::: EXERCISE INPUT :::
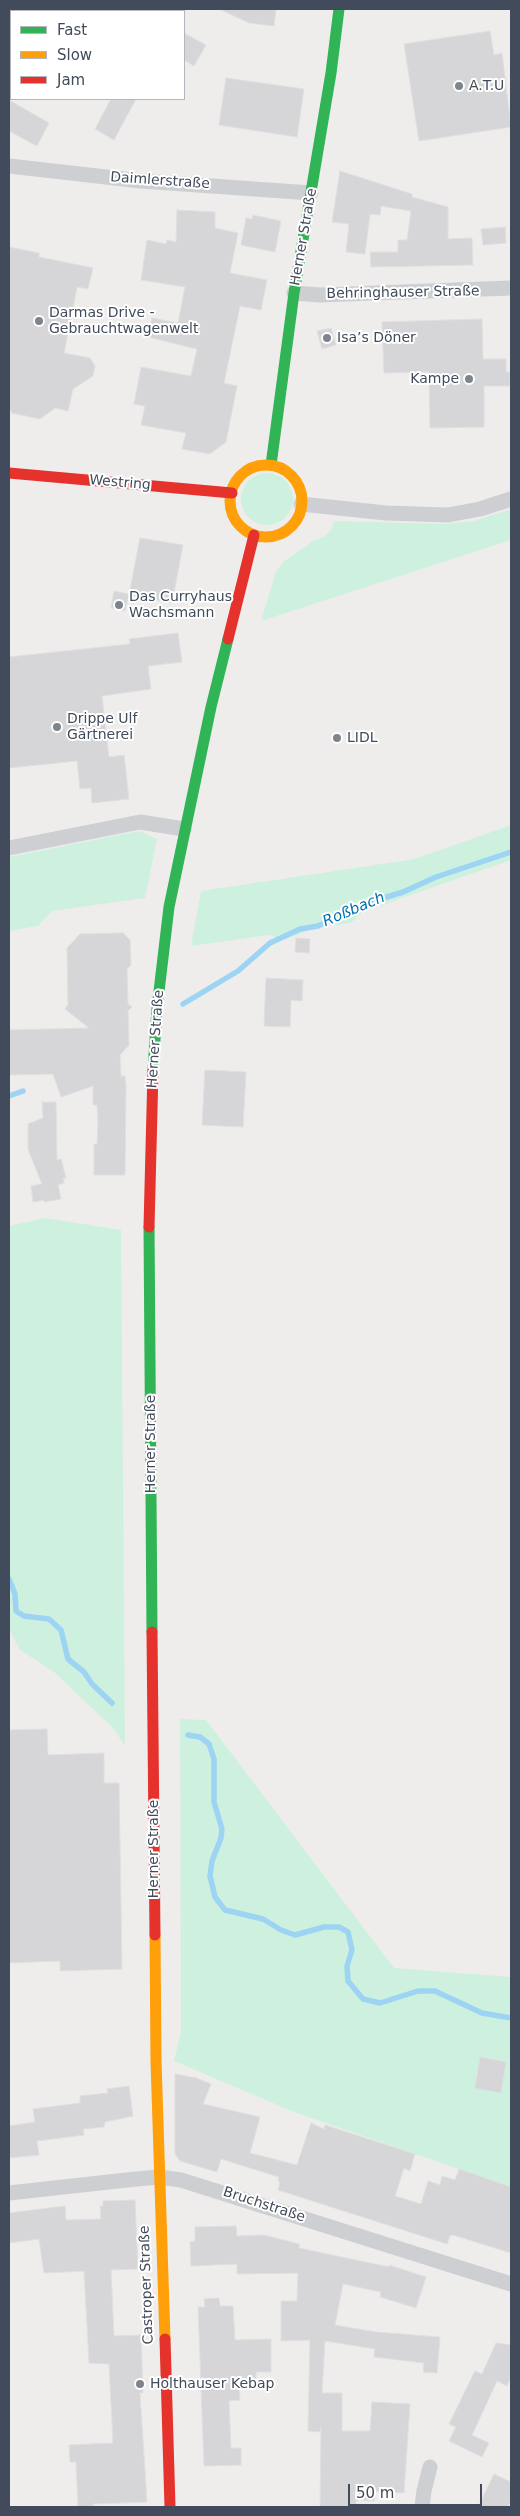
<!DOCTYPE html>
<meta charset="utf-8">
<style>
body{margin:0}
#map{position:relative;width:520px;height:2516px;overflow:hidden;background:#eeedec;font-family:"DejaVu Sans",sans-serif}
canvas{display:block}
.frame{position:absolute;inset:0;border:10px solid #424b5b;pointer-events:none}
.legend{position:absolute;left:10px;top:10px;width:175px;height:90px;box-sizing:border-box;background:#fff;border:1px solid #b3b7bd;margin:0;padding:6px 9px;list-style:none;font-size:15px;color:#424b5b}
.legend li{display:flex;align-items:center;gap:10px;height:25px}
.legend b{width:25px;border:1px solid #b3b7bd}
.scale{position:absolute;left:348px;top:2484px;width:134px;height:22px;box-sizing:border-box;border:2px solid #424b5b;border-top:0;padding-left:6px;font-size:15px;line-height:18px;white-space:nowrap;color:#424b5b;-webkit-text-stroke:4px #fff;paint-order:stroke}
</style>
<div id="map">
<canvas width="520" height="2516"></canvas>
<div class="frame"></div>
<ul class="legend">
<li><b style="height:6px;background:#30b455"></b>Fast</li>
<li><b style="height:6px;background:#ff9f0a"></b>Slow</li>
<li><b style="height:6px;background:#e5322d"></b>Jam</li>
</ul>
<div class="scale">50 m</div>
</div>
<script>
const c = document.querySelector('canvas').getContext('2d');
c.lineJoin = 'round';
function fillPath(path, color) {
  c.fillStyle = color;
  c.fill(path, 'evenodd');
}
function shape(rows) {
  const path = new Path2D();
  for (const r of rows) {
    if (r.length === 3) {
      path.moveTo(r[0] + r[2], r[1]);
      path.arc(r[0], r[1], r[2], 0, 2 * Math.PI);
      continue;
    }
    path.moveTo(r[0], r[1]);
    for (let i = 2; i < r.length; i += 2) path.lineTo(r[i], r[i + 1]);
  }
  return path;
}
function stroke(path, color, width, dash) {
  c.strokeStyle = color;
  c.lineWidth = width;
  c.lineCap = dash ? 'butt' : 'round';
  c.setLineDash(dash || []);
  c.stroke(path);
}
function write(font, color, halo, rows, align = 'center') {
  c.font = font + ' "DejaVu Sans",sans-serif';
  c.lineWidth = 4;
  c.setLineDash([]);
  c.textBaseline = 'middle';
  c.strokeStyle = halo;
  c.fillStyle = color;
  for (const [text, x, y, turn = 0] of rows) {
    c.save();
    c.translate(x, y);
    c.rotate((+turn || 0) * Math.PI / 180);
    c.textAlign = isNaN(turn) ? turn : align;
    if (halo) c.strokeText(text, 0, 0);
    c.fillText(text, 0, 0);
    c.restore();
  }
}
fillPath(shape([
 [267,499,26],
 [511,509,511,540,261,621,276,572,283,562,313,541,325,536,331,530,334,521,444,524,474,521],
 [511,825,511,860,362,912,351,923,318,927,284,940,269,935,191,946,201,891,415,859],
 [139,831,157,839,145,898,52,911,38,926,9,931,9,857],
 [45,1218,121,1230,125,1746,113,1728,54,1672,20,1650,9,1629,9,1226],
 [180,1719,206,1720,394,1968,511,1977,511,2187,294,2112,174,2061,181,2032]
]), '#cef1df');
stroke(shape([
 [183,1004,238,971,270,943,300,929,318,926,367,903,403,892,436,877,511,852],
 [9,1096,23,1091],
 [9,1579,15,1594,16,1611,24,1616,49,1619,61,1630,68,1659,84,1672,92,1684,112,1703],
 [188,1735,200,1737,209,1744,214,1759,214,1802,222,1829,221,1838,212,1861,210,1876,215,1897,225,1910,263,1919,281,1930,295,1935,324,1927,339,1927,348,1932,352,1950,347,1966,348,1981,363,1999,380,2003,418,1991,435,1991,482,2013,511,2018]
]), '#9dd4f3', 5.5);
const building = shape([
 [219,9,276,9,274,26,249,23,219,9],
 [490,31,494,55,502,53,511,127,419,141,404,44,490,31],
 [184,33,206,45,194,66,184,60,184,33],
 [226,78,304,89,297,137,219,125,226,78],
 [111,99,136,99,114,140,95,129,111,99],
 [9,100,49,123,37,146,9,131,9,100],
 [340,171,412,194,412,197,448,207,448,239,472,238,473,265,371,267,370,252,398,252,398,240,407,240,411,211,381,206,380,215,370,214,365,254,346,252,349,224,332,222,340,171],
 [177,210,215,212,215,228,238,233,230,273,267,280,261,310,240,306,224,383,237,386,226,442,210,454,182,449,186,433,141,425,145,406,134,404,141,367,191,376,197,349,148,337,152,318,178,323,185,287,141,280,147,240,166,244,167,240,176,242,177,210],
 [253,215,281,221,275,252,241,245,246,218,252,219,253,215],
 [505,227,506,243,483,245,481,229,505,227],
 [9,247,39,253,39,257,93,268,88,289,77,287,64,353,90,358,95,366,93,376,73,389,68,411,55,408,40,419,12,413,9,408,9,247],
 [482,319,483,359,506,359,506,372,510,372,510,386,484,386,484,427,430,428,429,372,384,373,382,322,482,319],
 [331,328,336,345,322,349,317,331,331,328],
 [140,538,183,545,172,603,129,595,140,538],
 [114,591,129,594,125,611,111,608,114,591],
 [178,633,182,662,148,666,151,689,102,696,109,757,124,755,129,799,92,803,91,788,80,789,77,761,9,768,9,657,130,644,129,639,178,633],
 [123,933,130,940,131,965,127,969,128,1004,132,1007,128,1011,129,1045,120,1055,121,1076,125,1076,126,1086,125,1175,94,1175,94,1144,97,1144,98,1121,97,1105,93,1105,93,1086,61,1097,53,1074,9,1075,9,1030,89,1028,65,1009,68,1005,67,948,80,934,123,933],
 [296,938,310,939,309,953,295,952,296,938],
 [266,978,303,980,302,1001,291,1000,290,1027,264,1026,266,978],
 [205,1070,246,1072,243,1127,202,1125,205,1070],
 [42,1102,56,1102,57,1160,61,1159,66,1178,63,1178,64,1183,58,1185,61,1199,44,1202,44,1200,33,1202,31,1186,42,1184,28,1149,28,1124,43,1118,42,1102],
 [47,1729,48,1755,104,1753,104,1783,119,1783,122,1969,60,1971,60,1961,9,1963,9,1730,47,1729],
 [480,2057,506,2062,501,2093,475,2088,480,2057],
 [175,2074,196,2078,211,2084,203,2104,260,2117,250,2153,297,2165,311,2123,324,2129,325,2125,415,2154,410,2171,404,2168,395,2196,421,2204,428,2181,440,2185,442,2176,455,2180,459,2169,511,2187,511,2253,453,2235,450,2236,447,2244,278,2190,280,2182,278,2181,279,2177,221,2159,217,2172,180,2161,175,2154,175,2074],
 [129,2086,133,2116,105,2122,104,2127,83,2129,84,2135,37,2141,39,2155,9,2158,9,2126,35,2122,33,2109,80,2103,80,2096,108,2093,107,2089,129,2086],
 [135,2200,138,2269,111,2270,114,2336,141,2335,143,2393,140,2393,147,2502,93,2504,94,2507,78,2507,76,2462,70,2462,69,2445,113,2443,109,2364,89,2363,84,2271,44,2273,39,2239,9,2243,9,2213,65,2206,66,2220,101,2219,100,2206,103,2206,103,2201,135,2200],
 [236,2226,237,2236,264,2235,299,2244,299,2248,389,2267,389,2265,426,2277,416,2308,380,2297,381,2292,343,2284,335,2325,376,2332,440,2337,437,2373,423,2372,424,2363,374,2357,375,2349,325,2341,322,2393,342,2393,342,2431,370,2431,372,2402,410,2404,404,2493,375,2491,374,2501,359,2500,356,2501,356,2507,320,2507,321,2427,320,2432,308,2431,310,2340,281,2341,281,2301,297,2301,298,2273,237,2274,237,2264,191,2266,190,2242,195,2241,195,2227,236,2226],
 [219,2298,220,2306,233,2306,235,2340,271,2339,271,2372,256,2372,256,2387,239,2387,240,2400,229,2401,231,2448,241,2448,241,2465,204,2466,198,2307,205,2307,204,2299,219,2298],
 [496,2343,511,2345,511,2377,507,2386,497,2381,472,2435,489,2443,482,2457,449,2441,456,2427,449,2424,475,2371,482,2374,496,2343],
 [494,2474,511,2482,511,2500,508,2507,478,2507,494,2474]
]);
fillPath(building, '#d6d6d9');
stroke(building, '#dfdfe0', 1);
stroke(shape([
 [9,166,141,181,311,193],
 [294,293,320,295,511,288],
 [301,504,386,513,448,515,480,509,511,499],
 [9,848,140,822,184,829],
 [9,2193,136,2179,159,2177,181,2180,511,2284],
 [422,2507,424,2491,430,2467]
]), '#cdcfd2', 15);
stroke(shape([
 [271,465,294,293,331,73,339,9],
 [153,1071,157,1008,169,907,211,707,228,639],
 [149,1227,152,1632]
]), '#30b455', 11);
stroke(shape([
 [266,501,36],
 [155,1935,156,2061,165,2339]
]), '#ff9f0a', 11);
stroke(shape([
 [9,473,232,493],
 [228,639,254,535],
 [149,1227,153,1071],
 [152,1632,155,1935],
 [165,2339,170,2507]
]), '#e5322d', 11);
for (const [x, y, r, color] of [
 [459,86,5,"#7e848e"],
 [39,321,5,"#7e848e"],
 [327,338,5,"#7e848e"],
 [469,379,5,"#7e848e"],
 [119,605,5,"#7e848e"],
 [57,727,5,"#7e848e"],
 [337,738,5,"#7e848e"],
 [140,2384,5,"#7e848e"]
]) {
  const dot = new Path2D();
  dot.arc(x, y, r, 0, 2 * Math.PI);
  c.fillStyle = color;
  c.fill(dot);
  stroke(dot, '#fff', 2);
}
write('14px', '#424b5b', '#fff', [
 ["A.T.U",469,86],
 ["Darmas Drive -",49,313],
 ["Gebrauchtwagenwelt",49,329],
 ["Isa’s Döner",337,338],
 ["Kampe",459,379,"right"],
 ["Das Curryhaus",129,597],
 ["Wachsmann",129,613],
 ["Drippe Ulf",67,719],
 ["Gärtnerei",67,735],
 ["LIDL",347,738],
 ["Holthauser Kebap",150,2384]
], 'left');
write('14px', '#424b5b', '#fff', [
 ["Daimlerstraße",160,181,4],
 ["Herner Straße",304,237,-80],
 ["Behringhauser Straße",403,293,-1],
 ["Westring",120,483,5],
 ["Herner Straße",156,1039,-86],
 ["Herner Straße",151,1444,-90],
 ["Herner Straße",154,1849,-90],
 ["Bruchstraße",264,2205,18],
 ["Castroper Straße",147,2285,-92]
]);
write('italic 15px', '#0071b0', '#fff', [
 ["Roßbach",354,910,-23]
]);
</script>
:::
§ ACTION ITEM: Reproduce each line of the records in which the string "display" appears.

§ RESULT OF THIS TASK:
canvas{display:block}
.legend li{display:flex;align-items:center;gap:10px;height:25px}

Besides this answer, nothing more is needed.